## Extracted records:
..........

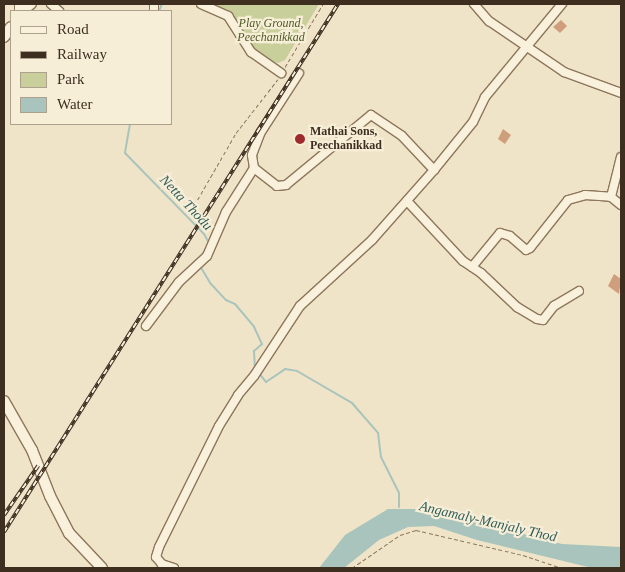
<!DOCTYPE html>
<html>
<head>
<meta charset="utf-8">
<style>
	body { margin:0 }
	#map { position:relative; width:625px; height:572px; overflow:hidden; background:#f0e4c8; font-family:Georgia,serif }
	div>[style] { position:absolute }
	[style*='--x'] { left:calc(var(--x)*1px); top:calc(var(--y)*1px); width:calc(var(--w)*1px); rotate:calc(var(--a)*1deg) }
	.green>* { inset:0; background:#c9cf9b }
	.water>* { inset:0; background:#a9c4bc }
	.stream>* { height:2px; margin:-1px; padding:0 1px; transform-origin:1px; border-radius:1px; background:#a9c4bc }
	.building>* { inset:0; background:#cf9f7d }
	.path>* { height:1px; margin-top:-0.5px; transform-origin:0; background:repeating-linear-gradient(90deg,#8d765c 0 4px,transparent 0 6.5px) }
	.roads { filter:drop-shadow(1px 0 #8d765c) drop-shadow(-1px 0 #8d765c) drop-shadow(0 1px #8d765c) drop-shadow(0 -1px #8d765c) }
	.minor>* { height:8px; margin:-4px; padding:0 4px; transform-origin:4px; border-radius:4px; background:#faf1dc }
	.secondary>* { height:10px; margin:-5px; padding:0 5px; transform-origin:5px; border-radius:5px; background:#faf1dc }
	.rail>* { height:4px; margin-top:-2px; transform-origin:0; background:repeating-linear-gradient(90deg,#f7eed8 0 5.5px,#3d2e20 0 11px); box-sizing:border-box; border-block:1px solid #3d2e20 }
	.dots>* { width:14px; height:14px; translate:-50% -50%; box-sizing:border-box; border:2px solid #f7eed8; border-radius:50% }
	span { translate:-50% -50%; white-space:nowrap; text-align:center; line-height:1.15; -webkit-text-stroke:4.5px #f7eed8; paint-order:stroke }
	.park-label { font-size:12px; color:#4d5a26; font-style:italic }
	.poi-label { font-size:12px; color:#3d2e20; font-weight:700 }
	.left { translate:0 -50%; text-align:left }
	.water-label { font-size:14px; color:#2f5d5a; font-style:italic }
	.frame { position:absolute; inset:0; border:5px solid #3d2e20; pointer-events:none }
	.legend { position:absolute; left:10px; top:10px; width:162px; height:115px; box-sizing:border-box; background:#f7eed8; border:1px solid #ada18e; margin:0; padding:6px 9px; list-style:none; font-size:15px; color:#3d2e20 }
	.legend li { display:flex; align-items:center; gap:10px; height:25px }
	.legend b { width:25px; border:1px solid #ada18e }
</style>
</head>
<body>
<div id="map">
	<div class="green">
		<i style="clip-path:polygon(208px 4px,319px 4px,285px 60px,278px 63px,260px 58px,231px 16px,224px 9px)"></i>
	</div>
	<div class="water">
		<i style="clip-path:polygon(388px 509px,428px 509px,562px 544px,621px 547px,621px 568px,592px 568px,477px 540px,434px 526px,408px 527px,379px 540px,344px 568px,319px 568px,345px 535px)"></i>
	</div>
	<div class="stream">
		<i style="--x:159;--y:11;--w:8;--a:-67"></i>
		<i style="--x:130;--y:124;--w:29;--a:100"></i>
		<i style="--x:125;--y:153;--w:113;--a:45.7"></i>
		<i style="--x:204;--y:234;--w:10;--a:61"></i>
		<i style="--x:209;--y:243;--w:18;--a:119"></i>
		<i style="--x:200;--y:266;--w:21;--a:59"></i>
		<i style="--x:211;--y:284;--w:22;--a:47"></i>
		<i style="--x:226;--y:300;--w:10;--a:24"></i>
		<i style="--x:235;--y:304;--w:30;--a:50"></i>
		<i style="--x:254;--y:327;--w:19;--a:65"></i>
		<i style="--x:262;--y:344;--w:11;--a:139"></i>
		<i style="--x:254;--y:351;--w:18;--a:87"></i>
		<i style="--x:258;--y:372;--w:13;--a:51"></i>
		<i style="--x:266;--y:382;--w:23;--a:-34"></i>
		<i style="--x:285;--y:369;--w:12;--a:9"></i>
		<i style="--x:297;--y:371;--w:64;--a:30.2"></i>
		<i style="--x:352;--y:403;--w:40;--a:49"></i>
		<i style="--x:378;--y:433;--w:24;--a:83"></i>
		<i style="--x:381;--y:457;--w:40;--a:63.4"></i>
		<i style="--x:399;--y:493;--w:14;--a:90"></i>
	</div>
	<div class="building">
		<i style="clip-path:polygon(561px 20px,567px 26px,560px 33px,553px 27px)"></i>
		<i style="clip-path:polygon(503px 129px,511px 135px,505px 144px,498px 139px)"></i>
		<i style="clip-path:polygon(614px 274px,621px 279px,619px 294px,608px 286px)"></i>
	</div>
	<div class="path">
		<i style="--x:285;--y:67;--w:74;--a:-58.9"></i>
		<i style="--x:191;--y:211;--w:90;--a:-60"></i>
		<i style="--x:236;--y:133;--w:68;--a:-52.1"></i>
		<i style="--x:352;--y:568;--w:58;--a:-34.5"></i>
		<i style="--x:400;--y:535;--w:17;--a:-17"></i>
		<i style="--x:416;--y:530;--w:110;--a:13.2"></i>
		<i style="--x:523;--y:555;--w:41;--a:18.4"></i>
	</div>
	<div class="roads">
		<div class="minor">
			<i style="--x:51;--y:4;--w:11;--a:41"></i>
			<i style="--x:154;--y:4;--w:7;--a:90"></i>
			<i style="--x:201;--y:4;--w:30;--a:24"></i>
			<i style="--x:228;--y:16;--w:43;--a:57.4"></i>
			<i style="--x:251;--y:52;--w:37;--a:35"></i>
			<i style="--x:474;--y:4;--w:23;--a:49"></i>
			<i style="--x:489;--y:21;--w:91;--a:34.2"></i>
			<i style="--x:564;--y:72;--w:61;--a:20.2"></i>
			<i style="--x:23;--y:11;--w:11;--a:-38"></i>
			<i style="--x:254;--y:168;--w:29;--a:38"></i>
			<i style="--x:277;--y:186;--w:9;--a:-6"></i>
			<i style="--x:286;--y:185;--w:110;--a:-39.5"></i>
			<i style="--x:371;--y:115;--w:37;--a:34"></i>
			<i style="--x:402;--y:136;--w:47;--a:46.7"></i>
			<i style="--x:611;--y:197;--w:41;--a:-76"></i>
			<i style="--x:407;--y:201;--w:82;--a:47"></i>
			<i style="--x:463;--y:261;--w:22;--a:34"></i>
			<i style="--x:481;--y:273;--w:50;--a:43.4"></i>
			<i style="--x:517;--y:307;--w:23;--a:31"></i>
			<i style="--x:537;--y:319;--w:6;--a:9"></i>
			<i style="--x:543;--y:320;--w:18;--a:-52"></i>
			<i style="--x:554;--y:306;--w:29;--a:-31"></i>
			<i style="--x:472;--y:267;--w:44;--a:-50.5"></i>
			<i style="--x:500;--y:233;--w:10;--a:17"></i>
			<i style="--x:510;--y:236;--w:21;--a:41"></i>
			<i style="--x:526;--y:250;--w:4;--a:-27"></i>
			<i style="--x:530;--y:248;--w:61;--a:-51.6"></i>
			<i style="--x:568;--y:200;--w:18;--a:-16"></i>
			<i style="--x:585;--y:195;--w:26;--a:4"></i>
			<i style="--x:611;--y:197;--w:13;--a:39"></i>
			<i style="--x:146;--y:326;--w:55;--a:-53.1"></i>
			<i style="--x:179;--y:282;--w:38;--a:-43"></i>
			<i style="--x:207;--y:256;--w:48;--a:-66.6"></i>
			<i style="--x:226;--y:212;--w:52;--a:-57.5"></i>
			<i style="--x:254;--y:168;--w:13;--a:-99"></i>
			<i style="--x:252;--y:155;--w:25;--a:-69"></i>
			<i style="--x:261;--y:132;--w:70;--a:-57.2"></i>
			<i style="--x:174;--y:568;--w:13;--a:-162"></i>
			<i style="--x:162;--y:564;--w:9;--a:-131"></i>
			<i style="--x:156;--y:557;--w:10;--a:-73"></i>
			<i style="--x:159;--y:547;--w:135;--a:-63.6"></i>
			<i style="--x:219;--y:426;--w:36;--a:-58"></i>
			<i style="--x:238;--y:395;--w:25;--a:-50"></i>
			<i style="--x:254;--y:376;--w:84;--a:-56.7"></i>
			<i style="--x:300;--y:306;--w:98;--a:-42.5"></i>
			<i style="--x:372;--y:240;--w:94;--a:-48.5"></i>
			<i style="--x:434;--y:170;--w:62;--a:-50.9"></i>
			<i style="--x:473;--y:122;--w:28;--a:-64"></i>
			<i style="--x:485;--y:97;--w:121;--a:-50.4"></i>
		</div>
		<div class="secondary">
			<i style="--x:20;--y:4;--w:7;--a:90"></i>
			<i style="--x:4;--y:37;--w:12;--a:-55"></i>
			<i style="--x:4;--y:401;--w:56;--a:60.3"></i>
			<i style="--x:32;--y:450;--w:49;--a:68.6"></i>
			<i style="--x:50;--y:496;--w:42;--a:62.8"></i>
			<i style="--x:69;--y:533;--w:48;--a:46.7"></i>
		</div>
	</div>
	<div class="rail">
		<i style="--x:4;--y:515;--w:60;--a:-55.2"></i>
		<i style="--x:4;--y:532;--w:625;--a:-57.68"></i>
	</div>
	<div class="dots">
		<i style="left:300px;top:139px;background:#9e2a2b"></i>
	</div>
	<div class="park-label">
		<span style="left:271px;top:31px">Play Ground,<br>Peechanikkad</span>
	</div>
	<div class="poi-label">
		<span class="left" style="left:310px;top:139px">Mathai Sons,<br>Peechanikkad</span>
	</div>
	<div class="water-label">
		<span style="left:186px;top:203px;rotate:47deg">Netta Thodu</span>
		<span style="left:488px;top:522px;rotate:13deg">Angamaly-Manjaly Thod</span>
	</div>
	<div class="frame"></div>
	<ul class="legend">
	<li><b style="height:6px;background:#faf1dc"></b>Road</li>
	<li><b style="height:6px;background:#3d2e20"></b>Railway</li>
	<li><b style="height:14px;background:#c9cf9b"></b>Park</li>
	<li><b style="height:14px;background:#a9c4bc"></b>Water</li>
	</ul>
</div>
</body>
</html>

..........

Pick out, from the lines above, every one that contains the string "rotate".

	[style*='--x'] { left:calc(var(--x)*1px); top:calc(var(--y)*1px); width:calc(var(--w)*1px); rotate:calc(var(--a)*1deg) }
		<span style="left:186px;top:203px;rotate:47deg">Netta Thodu</span>
		<span style="left:488px;top:522px;rotate:13deg">Angamaly-Manjaly Thod</span>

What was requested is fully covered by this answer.